Work order: In the entries below, the word "halo" appears on some lines. Copy each of those lines.

Task data:

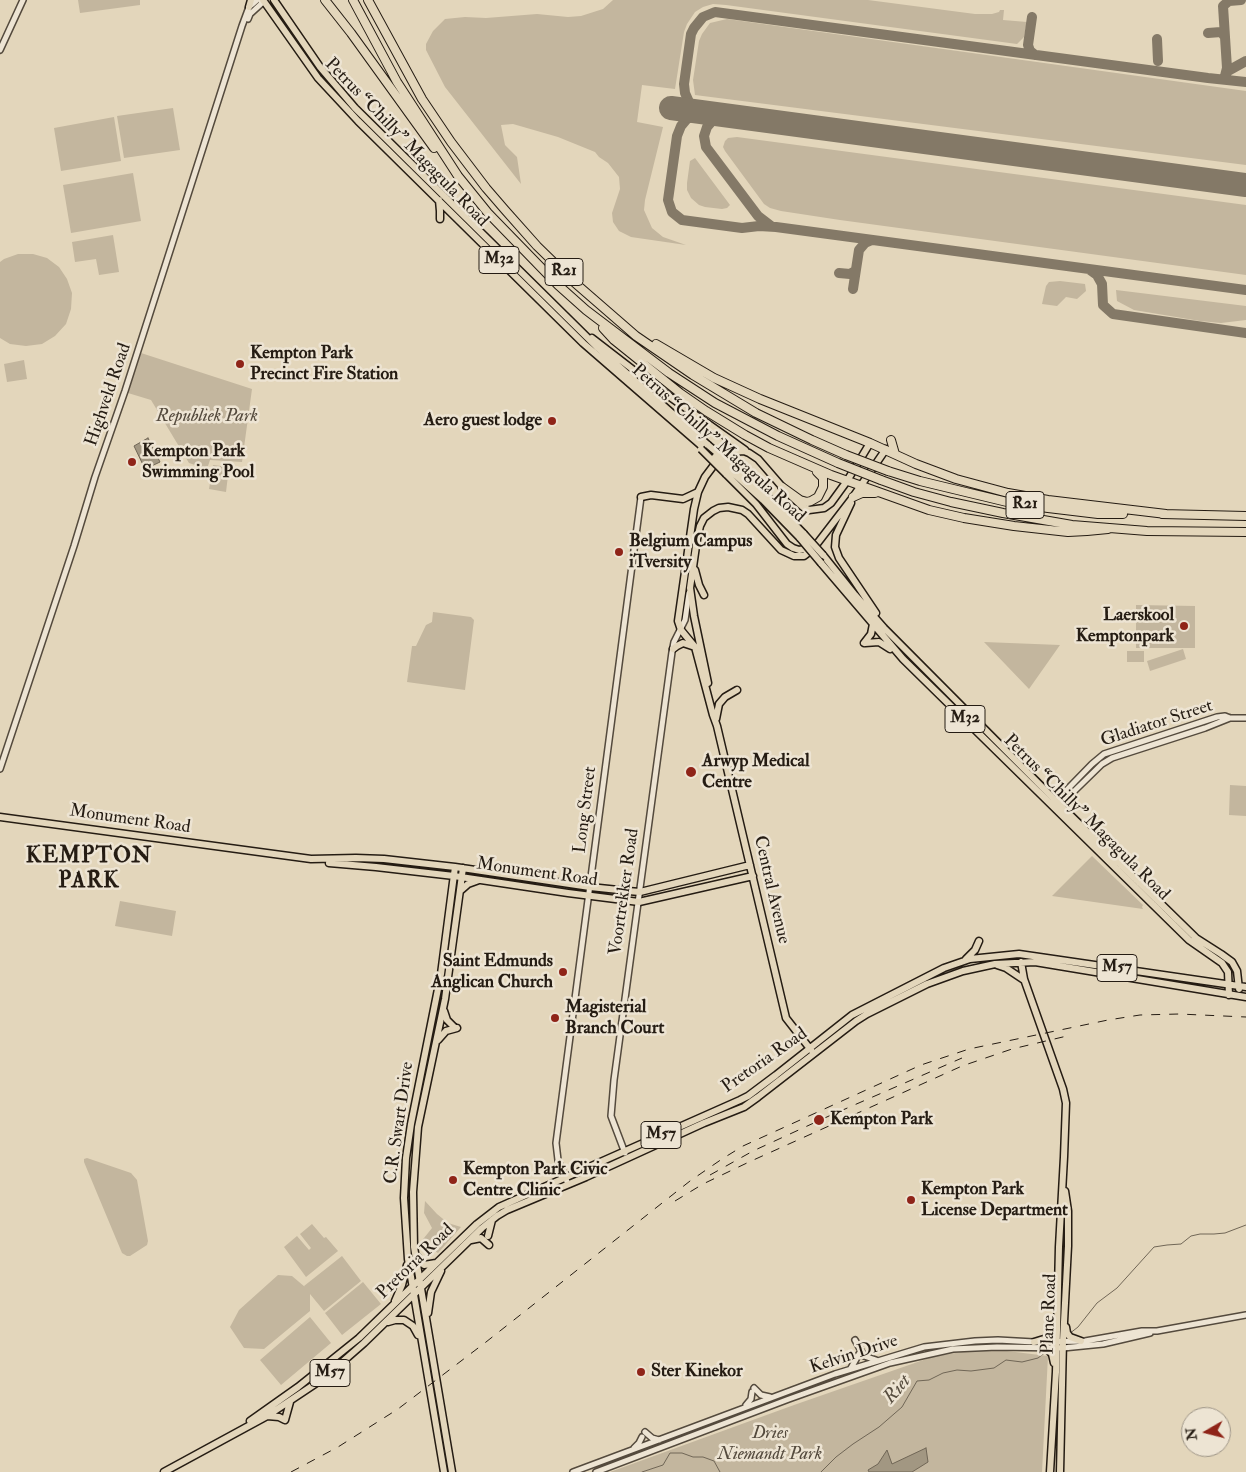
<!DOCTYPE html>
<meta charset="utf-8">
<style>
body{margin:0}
#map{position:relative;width:1246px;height:1472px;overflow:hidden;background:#e3d6bb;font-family:"IM FELL Double Pica",serif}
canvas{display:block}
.north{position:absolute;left:1181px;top:1407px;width:50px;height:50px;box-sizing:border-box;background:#ede4d3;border:1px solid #9d9486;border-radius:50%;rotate:262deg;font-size:14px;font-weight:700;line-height:20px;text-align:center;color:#251c13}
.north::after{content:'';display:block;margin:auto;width:18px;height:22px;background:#8f2418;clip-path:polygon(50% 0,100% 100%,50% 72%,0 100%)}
</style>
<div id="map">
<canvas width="1246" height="1472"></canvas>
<div class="north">N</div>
</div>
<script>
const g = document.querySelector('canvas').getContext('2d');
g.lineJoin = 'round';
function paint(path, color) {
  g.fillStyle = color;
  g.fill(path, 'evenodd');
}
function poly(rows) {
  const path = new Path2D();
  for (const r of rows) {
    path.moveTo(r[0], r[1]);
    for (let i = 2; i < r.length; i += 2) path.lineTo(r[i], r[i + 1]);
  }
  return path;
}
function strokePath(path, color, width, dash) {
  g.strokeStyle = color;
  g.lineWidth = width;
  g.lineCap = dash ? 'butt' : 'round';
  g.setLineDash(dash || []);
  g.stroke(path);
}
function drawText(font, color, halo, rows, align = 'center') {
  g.font = font + ' "IM FELL Double Pica",serif';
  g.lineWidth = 5;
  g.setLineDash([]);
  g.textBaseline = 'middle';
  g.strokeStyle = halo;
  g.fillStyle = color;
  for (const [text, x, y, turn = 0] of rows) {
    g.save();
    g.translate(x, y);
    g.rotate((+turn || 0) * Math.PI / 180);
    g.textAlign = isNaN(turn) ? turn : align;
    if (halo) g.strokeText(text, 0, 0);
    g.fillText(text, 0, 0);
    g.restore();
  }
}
paint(poly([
 [78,0,140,0,140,5,80,13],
 [613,0,868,0,975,14,992,14,999,12,1000,10,1004,10,1003,20,1027,22,1024,37,1017,44,726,5,713,4,703,7,695,12,687,24,684,32,675,89,642,85,637,122,663,127,645,200,644,210,652,228,663,237,686,245,631,237,619,231,613,222,612,213,620,189,619,177,608,163,599,157,595,152,558,137,513,124,501,125,505,145,517,157,521,184,445,87,426,50,426,44,433,31,445,19,465,17,486,18,537,14,568,17,581,16,603,9],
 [727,19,1246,91,1246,165,695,95,693,80,699,41,702,34,710,23],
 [173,108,180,150,124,158,117,116],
 [114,117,121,161,61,171,54,128],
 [737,137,1246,205,1246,275,840,220,781,211,770,208,764,204,725,151,723,147,725,141,728,138],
 [695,158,730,205,727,208,722,209,705,207,699,205,691,198,687,190,687,183,690,161],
 [133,173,141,221,71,233,63,185],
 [113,235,119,272,99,275,96,259,75,262,72,242],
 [18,254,33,254,47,258,59,267,67,279,72,293,71,309,66,324,55,336,42,344,26,346,10,344,0,338,0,262,4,259],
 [1060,281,1085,284,1086,291,1077,299,1066,297,1057,306,1042,304,1046,286,1049,282],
 [1116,290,1246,306,1246,320,1221,323,1200,321,1134,310,1117,301],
 [141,353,252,389,242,462,210,460,207,469,189,463,151,400,128,393],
 [24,360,27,379,7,382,4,364],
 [213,465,229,467,226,492,209,489],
 [1136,605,1195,606,1195,648,1136,648],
 [433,612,471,617,474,620,465,690,407,682,412,646,416,646,426,625,432,622],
 [984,642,1060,645,1029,689],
 [1183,649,1186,659,1150,671,1147,661],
 [1127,651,1144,651,1144,662,1127,662],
 [1230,785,1246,786,1246,816,1229,815],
 [1092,856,1143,905,1142,907,1143,909,1052,896],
 [120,901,176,911,172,936,115,926],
 [87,1158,131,1173,137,1180,148,1241,147,1245,130,1256,127,1256,122,1253,84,1162,84,1159],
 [425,1201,437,1214,448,1223,461,1227,438,1253,420,1243,432,1228,424,1213],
 [312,1224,324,1238,326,1237,338,1251,306,1277,284,1247,297,1236,309,1250,311,1248,300,1234],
 [342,1256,361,1281,324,1311,310,1294,310,1311,264,1349,244,1348,230,1327,239,1310,278,1275,292,1276,305,1287,304,1286],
 [363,1282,381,1304,342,1335,325,1313],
 [310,1317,331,1343,281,1385,260,1360],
 [967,1351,1007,1351,1048,1356,1042,1472,610,1472,794,1405,932,1357]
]), '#c3b69e');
const water = poly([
 [148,438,160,462,145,469,134,446,148,438],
 [926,1448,928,1462,912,1472,869,1472,868,1470,878,1464,887,1450,892,1464,926,1448]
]);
paint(water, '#a29782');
strokePath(water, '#706656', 1);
strokePath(poly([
 [1069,1334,1078,1327,1097,1303,1117,1288,1154,1247,1167,1245,1181,1244,1191,1236,1200,1234,1214,1234,1225,1233,1246,1225],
 [642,1472,663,1465,670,1453,682,1453,693,1457,703,1457,714,1461,720,1472],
 [821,1472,836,1457,853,1444,879,1427,902,1407,917,1381,929,1380,943,1373,957,1370,971,1371,994,1368,1006,1360,1022,1362,1038,1358,1046,1352]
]), '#706656', 1);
strokePath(poly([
 [1032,17,1028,45,1030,51,1035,55],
 [1208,33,1221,32,1225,37],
 [1157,39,1158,61],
 [1226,72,1246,61],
 [1229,80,1225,76,1227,68,1223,6,1229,1,1241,0],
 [704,113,696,109,689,102,685,93,684,84,691,34,694,28,703,17,715,12,1208,78,1246,82],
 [705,113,693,115,686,120,681,126,677,136,668,200,672,212,682,220,742,228,759,226,776,227,1246,290],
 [726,116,713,120,707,127,704,136,706,147,758,216,771,226],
 [1090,270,1097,275,1102,284,1103,305,1113,314,1246,333],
 [839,273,850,274,855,271],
 [853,289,859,250,865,243,872,240]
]), '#847967', 10);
strokePath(poly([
 [671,108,1246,185]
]), '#847967', 24);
const minor = poly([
 [248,19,250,14,261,4,262,0],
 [0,50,23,0],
 [0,769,74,546,95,477,125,391,242,26,249,7,257,0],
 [1055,802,1092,764,1104,754,1217,717,1225,716,1230,718,1246,718],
 [1059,806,1102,764,1112,758,1205,728,1230,718],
 [625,1153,611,1116,614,1080,672,652,674,642,685,620,689,593],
 [568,1184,558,1160,556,1143,641,497],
 [855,1340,864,1356,876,1360],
 [851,1368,859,1354],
 [754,1388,761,1395,770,1397],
 [746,1405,751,1399,752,1392],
 [645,1432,652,1438,659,1440],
 [634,1448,639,1443,642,1437],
 [573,1472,835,1374,924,1347,975,1341,998,1340,1034,1342,1085,1341,1142,1331,1157,1331,1246,1315],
 [596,1472,789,1399,890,1363,953,1349,997,1347,1063,1348,1103,1344,1150,1333]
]);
const major = poly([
 [263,0,318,78,358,121,583,343,704,448],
 [274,0,320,67,355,108,598,348,708,445],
 [249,7,251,0],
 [439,200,440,211,440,219],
 [592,338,649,382,745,450],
 [735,468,769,498,804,534],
 [731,471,763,500,800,538],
 [726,474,756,504,787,544,793,548,799,550,805,549,811,545],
 [784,489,758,459,749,453,744,451,732,452,714,465,705,477,698,492,694,509,678,621,681,630,695,647,713,715,717,726,786,1018,811,1050],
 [791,496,803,507,809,510,824,508,831,503,847,481,870,443],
 [641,497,651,495,683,499,698,492],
 [851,503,836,535,835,547,839,558,876,613],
 [823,555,855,595,884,628,1060,805,1196,938,1221,954,1232,962,1237,971,1239,989],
 [821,563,903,659,1189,940,1222,963,1228,972,1229,995],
 [695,570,699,585,704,595],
 [864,643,871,634,873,624],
 [865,643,879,642,890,649],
 [673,649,677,646,683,643,692,646],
 [708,683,694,616,690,588,697,539,700,526,704,518,713,511,719,508,728,507,742,510,748,514,781,550,794,556,804,556,813,549,853,497,886,449],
 [716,719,719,704,725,697,737,690],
 [0,817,311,859,356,858,384,859,455,867,590,887,628,891,640,892,750,865],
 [329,863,376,867,454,876,568,893,639,902,753,876],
 [460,891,468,884,479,880],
 [966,959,975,950,979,941],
 [1021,962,1024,979,1063,1089,1066,1103,1064,1157,1059,1247,1056,1372,1050,1472],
 [997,965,1006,968,1024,980],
 [444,1011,447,1020,455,1028],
 [438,1040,446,1031,457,1028],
 [488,1236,492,1220],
 [471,1240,481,1238,489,1245],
 [418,1257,419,1261,424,1265,436,1263],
 [395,1301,402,1285,407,1265],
 [428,1313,431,1292,441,1271],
 [388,1322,395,1320,404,1320,413,1326,418,1335],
 [1066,1327,1067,1333,1070,1337,1081,1341],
 [1034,1342,1047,1338,1052,1333,1056,1323],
 [1046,1348,1052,1354,1054,1363],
 [267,1416,279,1417,285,1420],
 [285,1420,290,1402],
 [250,1421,298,1387,359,1338,477,1224,499,1207,740,1100,748,1096,776,1075,852,1015,944,968,970,959,1019,954,1246,987],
 [164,1472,267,1416,324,1378,364,1343,482,1228,497,1216,507,1210,586,1177,704,1123,744,1107,758,1097,856,1021,867,1014,927,984,963,971,995,964,1035,962,1246,997],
 [444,1472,408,1259,404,1198,406,1158,411,1124,441,974,455,867],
 [452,1472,414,1247,413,1192,418,1127,445,999,463,868],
 [1060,1472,1063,1341,1068,1246,1068,1211,1065,1191]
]);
const highway = poly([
 [325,0,351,33,434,148],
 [353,0,397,82,458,176,488,213,558,285,586,310,636,348,669,373,715,403,778,436,838,463],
 [368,0,422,99,451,142,486,188,505,210,537,246,575,283,636,336,693,375,756,413,812,440,846,455],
 [603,328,614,340,680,393,706,411,745,435,769,448,831,475,929,510,964,518,1014,526,1068,532,1087,531,1108,529],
 [656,344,714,378,760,399,870,443,916,464,956,479,1008,493,1048,500,1166,514],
 [891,440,895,454],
 [888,471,920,481,1007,502,1048,508,1098,514,1123,514],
 [881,480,914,492,951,502,1003,513,1072,525,1147,531,1246,532],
 [782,487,800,500,807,502,811,501,818,497,823,487,823,478,817,472],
 [853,497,862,493,875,493],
 [1162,514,1246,516]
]);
strokePath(minor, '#544a3d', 8);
strokePath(major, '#251c13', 9);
strokePath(highway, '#251c13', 10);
strokePath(minor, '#ede4d3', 5);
strokePath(major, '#e3d6bb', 6);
strokePath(highway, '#e3d6bb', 8);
strokePath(poly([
 [710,1175,753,1151,829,1116,962,1058],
 [675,1201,703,1184,749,1162,962,1066,1012,1049,1067,1036],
 [291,1472,338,1447,398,1409,486,1342,690,1181,722,1159,743,1146,921,1065,969,1049,1108,1020,1140,1015,1179,1014,1246,1017]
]), '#251c13', 1, [9, 9]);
const majorBridge = poly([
 [708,445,735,468],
 [701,449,726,474],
 [715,457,731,471],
 [804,534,823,555],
 [800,538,821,563]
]);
const highwayBridge = poly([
 [846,455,888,471],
 [838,463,881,480]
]);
strokePath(majorBridge, '#251c13', 9, []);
strokePath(highwayBridge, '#251c13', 10, []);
strokePath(majorBridge, '#e3d6bb', 6);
strokePath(highwayBridge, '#e3d6bb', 8);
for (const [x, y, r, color] of [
 [240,364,5,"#8f2418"],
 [552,421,5,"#8f2418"],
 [132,462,5,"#8f2418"],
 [619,552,5,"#8f2418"],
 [1184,626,5,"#8f2418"],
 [691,772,6,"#8f2418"],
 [563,972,5,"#8f2418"],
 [555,1018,5,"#8f2418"],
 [819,1120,6,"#8f2418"],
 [453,1180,5,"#8f2418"],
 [911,1200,5,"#8f2418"],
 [641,1372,5,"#8f2418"]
]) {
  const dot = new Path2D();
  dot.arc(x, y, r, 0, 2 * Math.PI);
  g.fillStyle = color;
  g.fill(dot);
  strokePath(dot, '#ede4d3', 2);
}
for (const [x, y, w] of [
 [499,260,40],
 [564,272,38],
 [1025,505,38],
 [965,719,40],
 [1117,968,40],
 [661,1135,40],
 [330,1373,40]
]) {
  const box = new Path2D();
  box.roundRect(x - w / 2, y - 13.5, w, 27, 4);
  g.fillStyle = '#ede4d3';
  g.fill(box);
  strokePath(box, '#251c13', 1);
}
drawText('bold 16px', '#251c13', null, [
 ["M32",499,260],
 ["R21",564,272],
 ["R21",1025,505],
 ["M32",965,719],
 ["M57",1117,968],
 ["M57",661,1135],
 ["M57",330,1373]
]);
drawText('18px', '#251c13', '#ede4d3', [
 ["Petrus “Chilly” Magagula Road",406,143,46],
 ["Highveld Road",109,395,-71],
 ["Petrus “Chilly” Magagula Road",718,444,42],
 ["Gladiator Street",1157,724,-18],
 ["Long Street",586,810,-83],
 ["Petrus “Chilly” Magagula Road",1086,818,45],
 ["Monument Road",130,820,8],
 ["Monument Road",537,873,8],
 ["Central Avenue",771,890,77],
 ["Voortrekker Road",625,892,-82],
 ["Pretoria Road",765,1061,-35],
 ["C.R. Swart Drive",400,1123,-82],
 ["Pretoria Road",416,1262,-44],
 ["Plane Road",1050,1314,-88],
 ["Kelvin Drive",854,1355,-18]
]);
drawText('bold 18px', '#251c13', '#ede4d3', [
 ["Kempton Park",250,354],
 ["Precinct Fire Station",250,375],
 ["Aero guest lodge",542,421,"right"],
 ["Kempton Park",142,452],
 ["Swimming Pool",142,473],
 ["Belgium Campus",629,542],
 ["iTversity",629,563],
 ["Laerskool",1174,616,"right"],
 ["Kemptonpark",1174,637,"right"],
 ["Arwyp Medical",702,762],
 ["Centre",702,783],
 ["Saint Edmunds",553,962,"right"],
 ["Anglican Church",553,983,"right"],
 ["Magisterial",565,1008],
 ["Branch Court",565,1029],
 ["Kempton Park",830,1120],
 ["Kempton Park Civic",463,1170],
 ["Centre Clinic",463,1191],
 ["Kempton Park",921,1190],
 ["License Department",921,1211],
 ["Ster Kinekor",651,1372]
], 'left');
drawText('italic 18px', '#544a3d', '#ede4d3', [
 ["Republiek Park",207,417],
 ["Dries",770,1434],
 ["Niemandt Park",770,1455]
]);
drawText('italic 19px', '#574d3f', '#ede4d3', [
 ["Riet",898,1390,-49]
]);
g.letterSpacing = '1px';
drawText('bold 22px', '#251c13', '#ede4d3', [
 ["KEMPTON",89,857],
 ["PARK",89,882]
]);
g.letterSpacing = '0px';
</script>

Response:
function drawText(font, color, halo, rows, align = 'center') {
  g.strokeStyle = halo;
    if (halo) g.strokeText(text, 0, 0);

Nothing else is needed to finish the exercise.